[WHAT YOU NEED TO DO] Any picture among the records should be left out, please; retype the rest exactly.

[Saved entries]

● ● ● ●

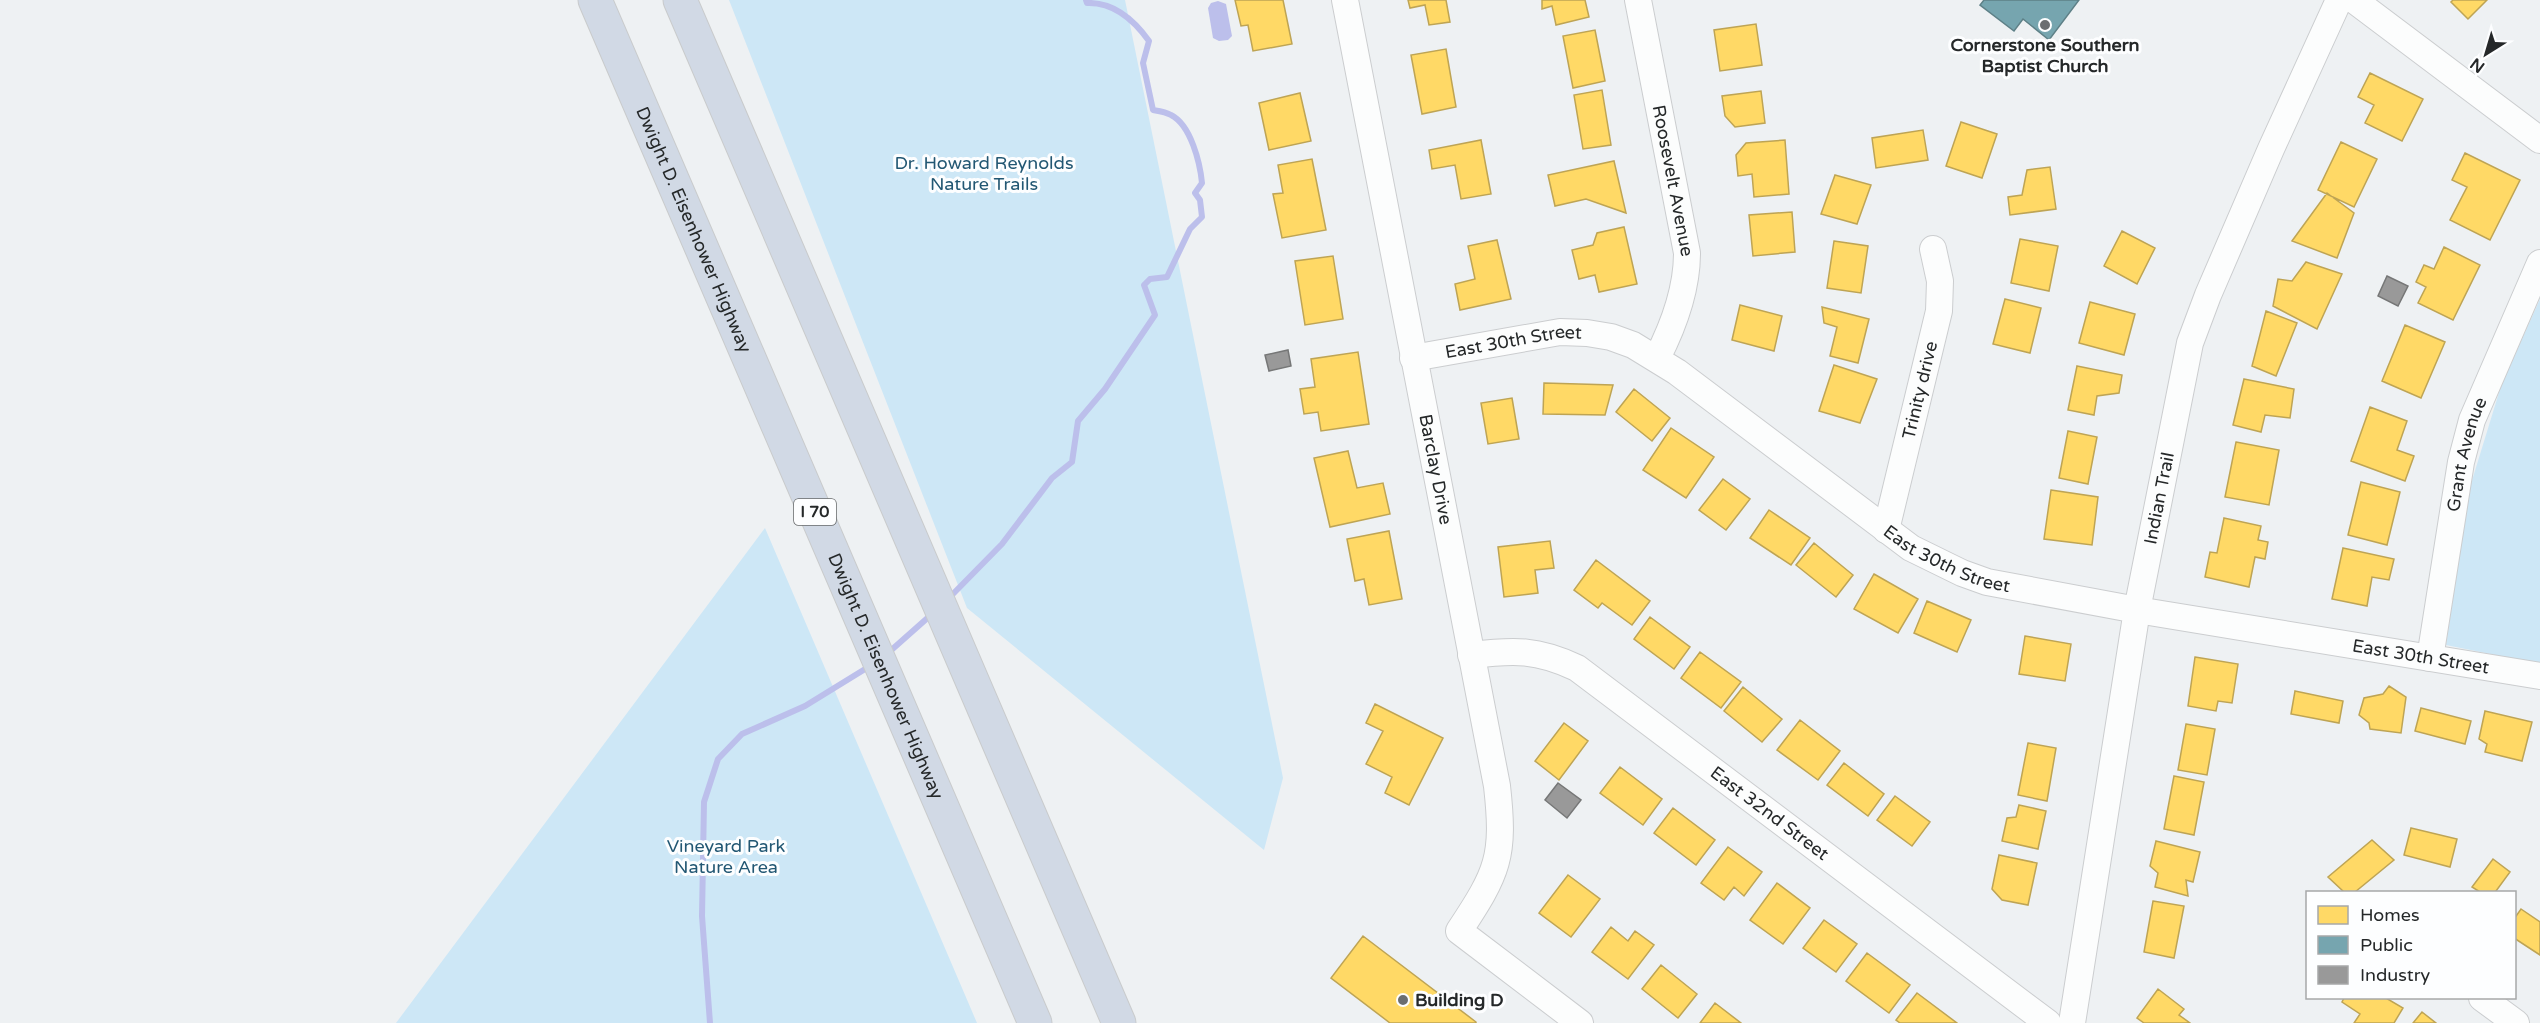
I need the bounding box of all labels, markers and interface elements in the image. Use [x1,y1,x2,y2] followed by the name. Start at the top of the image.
[2038,18,2052,32] marker: Cornerstone Southern Baptist Church
[2456,24,2516,84] north arrow
[1950,34,2140,77] place label: Cornerstone Southern Baptist Church
[2466,53,2489,77] text: N
[631,103,757,356] street label: Dwight D. Eisenhower Highway
[1648,103,1698,258] street label: Roosevelt Avenue
[894,152,1074,195] park label: Dr. Howard Reynolds Nature Trails
[1443,320,1582,363] street label: East 30th Street
[1897,339,1942,441] street label: Trinity drive
[2442,394,2492,513] street label: Grant Avenue
[1414,412,1457,526] street label: Barclay Drive
[2139,450,2179,546] street label: Indian Trail
[794,499,836,525] road number: I 70
[1879,520,2012,597] street label: East 30th Street
[823,550,949,803] street label: Dwight D. Eisenhower Highway
[2351,634,2491,679] street label: East 30th Street
[1706,761,1833,865] street label: East 32nd Street
[667,835,786,878] park label: Vineyard Park Nature Area
[2306,891,2516,999] legend
[2360,904,2420,926] text: Homes
[2360,934,2413,956] text: Public
[2360,964,2431,986] text: Industry
[1415,989,1504,1011] place label: Building D
[1396,993,1410,1007] marker: Building D

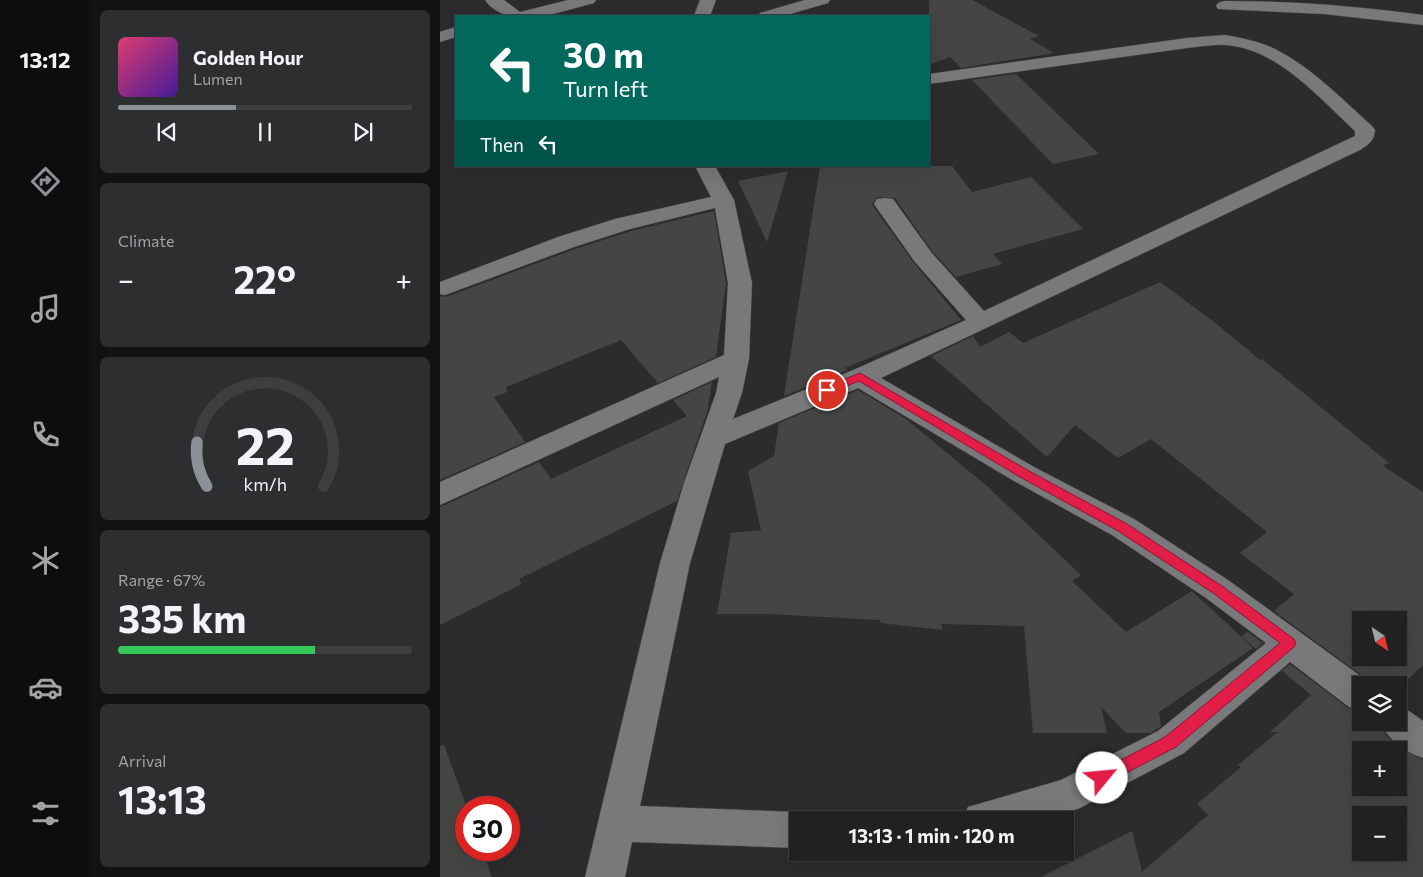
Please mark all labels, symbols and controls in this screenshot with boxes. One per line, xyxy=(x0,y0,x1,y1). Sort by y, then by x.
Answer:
text: 30 m xyxy=(563,32,644,75)
icon: left xyxy=(480,35,545,100)
text: 13:12 xyxy=(19,46,71,73)
text: Golden Hour xyxy=(193,46,303,69)
text: Lumen xyxy=(193,69,243,88)
text: Turn left xyxy=(563,75,648,102)
icon: previous xyxy=(153,118,181,146)
icon: pause xyxy=(251,118,279,146)
icon: next xyxy=(349,118,377,146)
icon: left xyxy=(534,130,562,158)
text: Then xyxy=(480,133,524,156)
icon: directions xyxy=(28,164,63,199)
text: Climate xyxy=(118,231,174,250)
text: 22° xyxy=(233,255,296,302)
text: − xyxy=(118,262,134,296)
text: + xyxy=(396,262,412,296)
icon: music xyxy=(28,291,63,326)
pin xyxy=(806,369,848,411)
icon: arrive xyxy=(813,376,841,404)
text: 22 xyxy=(235,412,295,476)
icon: phone xyxy=(28,417,63,452)
text: km/h xyxy=(243,473,287,495)
icon: climate xyxy=(28,543,63,578)
text: Range · 67% xyxy=(118,570,205,589)
text: 335 km xyxy=(118,594,246,641)
north arrow xyxy=(1352,611,1408,666)
map controls xyxy=(1352,611,1407,861)
icon: car xyxy=(28,670,63,705)
button: layers xyxy=(1352,676,1407,731)
button: + xyxy=(1352,741,1407,796)
text: Arrival xyxy=(118,751,166,770)
position arrow xyxy=(1075,751,1127,803)
text: 13:13 xyxy=(118,775,207,822)
icon: filters xyxy=(28,796,63,831)
speed limit sign: 30 xyxy=(455,796,520,861)
button: − xyxy=(1352,806,1407,861)
text: 13:13 · 1 min · 120 m xyxy=(848,824,1015,847)

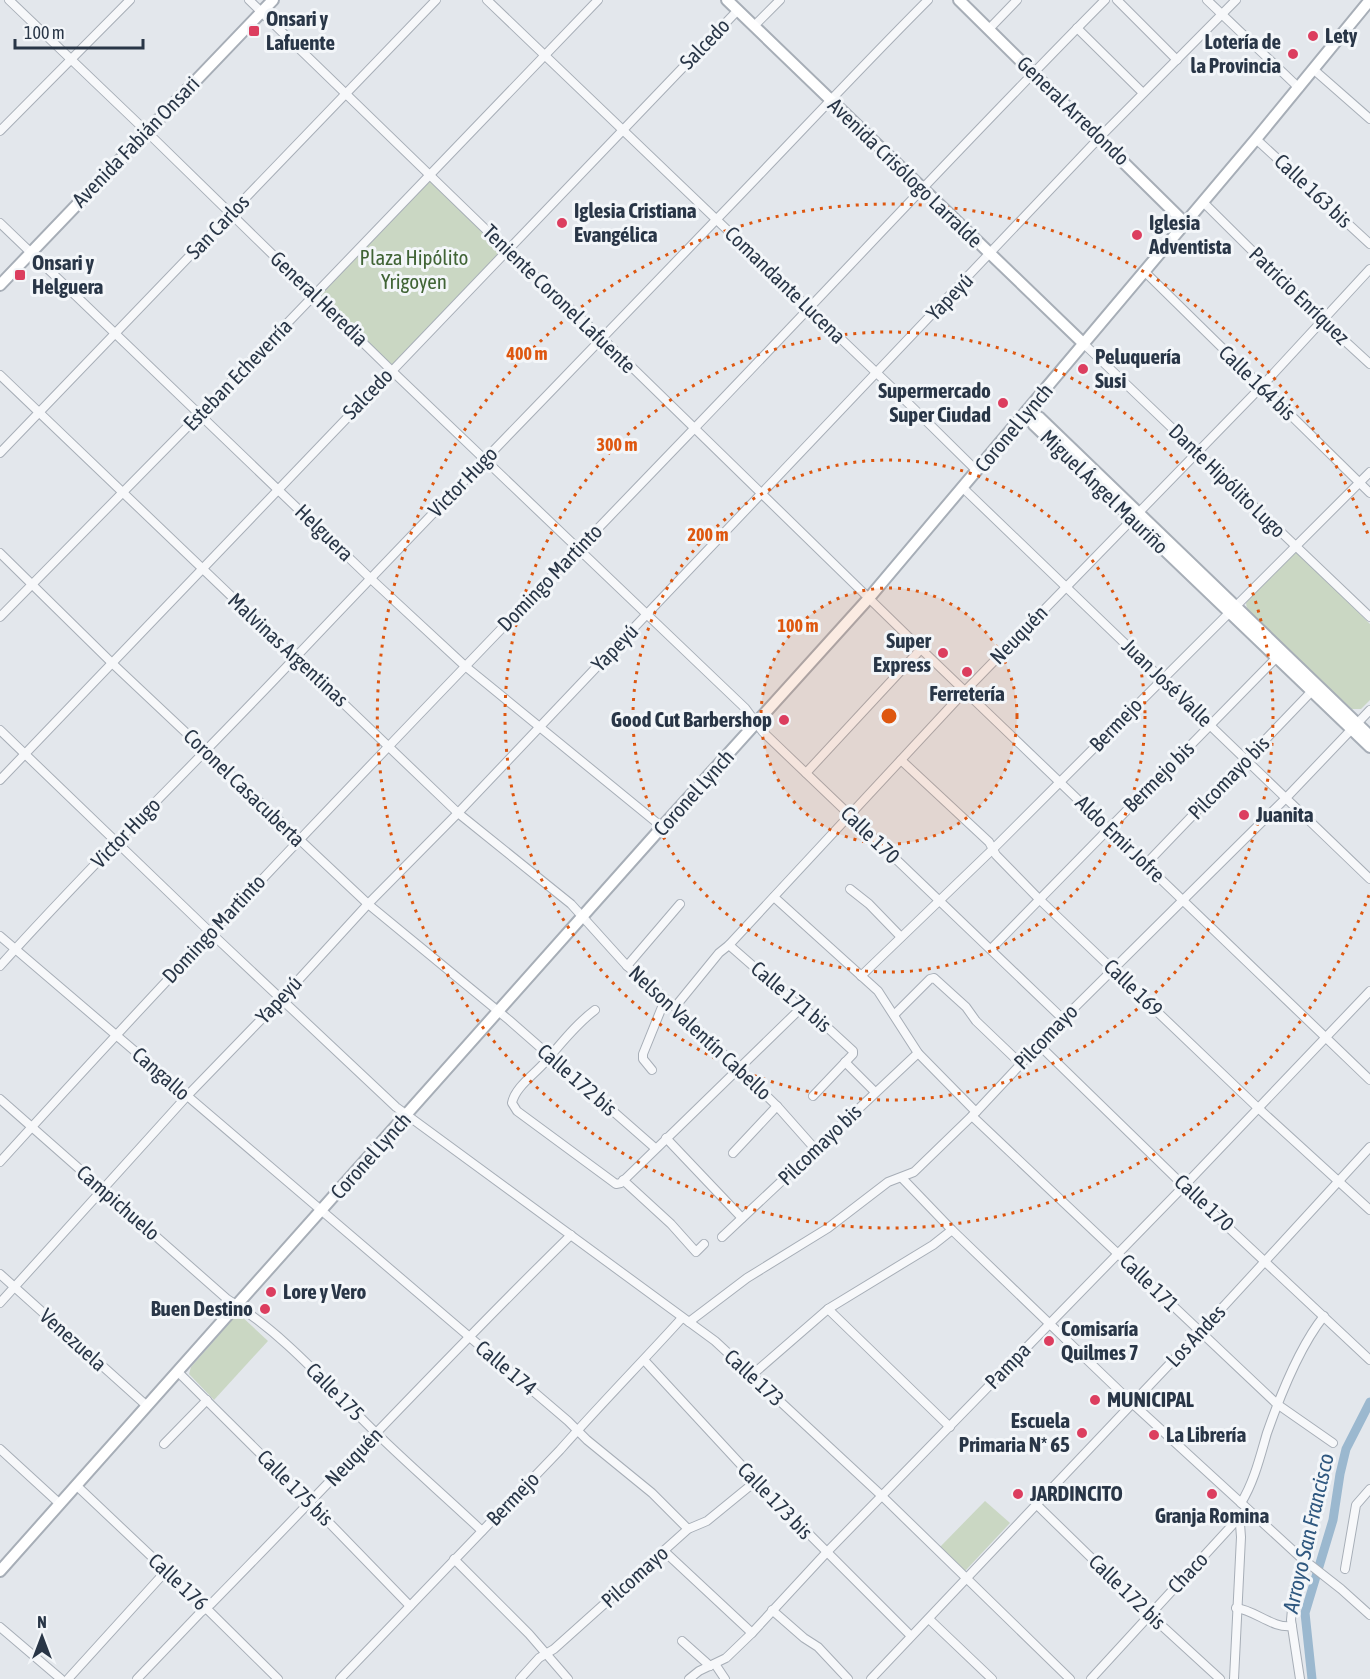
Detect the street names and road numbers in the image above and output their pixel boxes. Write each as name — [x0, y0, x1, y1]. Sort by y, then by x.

● ● ● ●

[RESULT OF THIS TASK]
I need the bounding box of all labels, markers and interface elements in the image. Use [x1,y1,x2,y2] followed by the name. Start at the top of the image.
[2038,18,2052,32] marker: Cornerstone Southern Baptist Church
[2456,24,2516,84] north arrow
[1950,34,2140,77] place label: Cornerstone Southern Baptist Church
[2466,53,2489,77] text: N
[631,103,757,356] street label: Dwight D. Eisenhower Highway
[1648,103,1698,258] street label: Roosevelt Avenue
[894,152,1074,195] park label: Dr. Howard Reynolds Nature Trails
[1443,320,1582,363] street label: East 30th Street
[1897,339,1942,441] street label: Trinity drive
[2442,394,2492,513] street label: Grant Avenue
[1414,412,1457,526] street label: Barclay Drive
[2139,450,2179,546] street label: Indian Trail
[794,499,836,525] road number: I 70
[1879,520,2012,597] street label: East 30th Street
[823,550,949,803] street label: Dwight D. Eisenhower Highway
[2351,634,2491,679] street label: East 30th Street
[1706,761,1833,865] street label: East 32nd Street
[667,835,786,878] park label: Vineyard Park Nature Area
[2306,891,2516,999] legend
[2360,904,2420,926] text: Homes
[2360,934,2413,956] text: Public
[2360,964,2431,986] text: Industry
[1415,989,1504,1011] place label: Building D
[1396,993,1410,1007] marker: Building D

Please mark all labels, symbols and controls in this screenshot with boxes. One per line, xyxy=(x0,y0,x1,y1). Sort by y, then by x.
Answer:
text: 30 m xyxy=(563,32,644,75)
icon: left xyxy=(480,35,545,100)
text: 13:12 xyxy=(19,46,71,73)
text: Golden Hour xyxy=(193,46,303,69)
text: Lumen xyxy=(193,69,243,88)
text: Turn left xyxy=(563,75,648,102)
icon: previous xyxy=(153,118,181,146)
icon: pause xyxy=(251,118,279,146)
icon: next xyxy=(349,118,377,146)
icon: left xyxy=(534,130,562,158)
text: Then xyxy=(480,133,524,156)
icon: directions xyxy=(28,164,63,199)
text: Climate xyxy=(118,231,174,250)
text: 22° xyxy=(233,255,296,302)
text: − xyxy=(118,262,134,296)
text: + xyxy=(396,262,412,296)
icon: music xyxy=(28,291,63,326)
pin xyxy=(806,369,848,411)
icon: arrive xyxy=(813,376,841,404)
text: 22 xyxy=(235,412,295,476)
icon: phone xyxy=(28,417,63,452)
text: km/h xyxy=(243,473,287,495)
icon: climate xyxy=(28,543,63,578)
text: Range · 67% xyxy=(118,570,205,589)
text: 335 km xyxy=(118,594,246,641)
north arrow xyxy=(1352,611,1408,666)
map controls xyxy=(1352,611,1407,861)
icon: car xyxy=(28,670,63,705)
button: layers xyxy=(1352,676,1407,731)
button: + xyxy=(1352,741,1407,796)
text: Arrival xyxy=(118,751,166,770)
position arrow xyxy=(1075,751,1127,803)
text: 13:13 xyxy=(118,775,207,822)
icon: filters xyxy=(28,796,63,831)
speed limit sign: 30 xyxy=(455,796,520,861)
button: − xyxy=(1352,806,1407,861)
text: 13:13 · 1 min · 120 m xyxy=(848,824,1015,847)

Detect the street names and road numbers in the image above and output their pixel boxes. Write each as name — [x0, y0, x1, y1]. Sort by y, then by x.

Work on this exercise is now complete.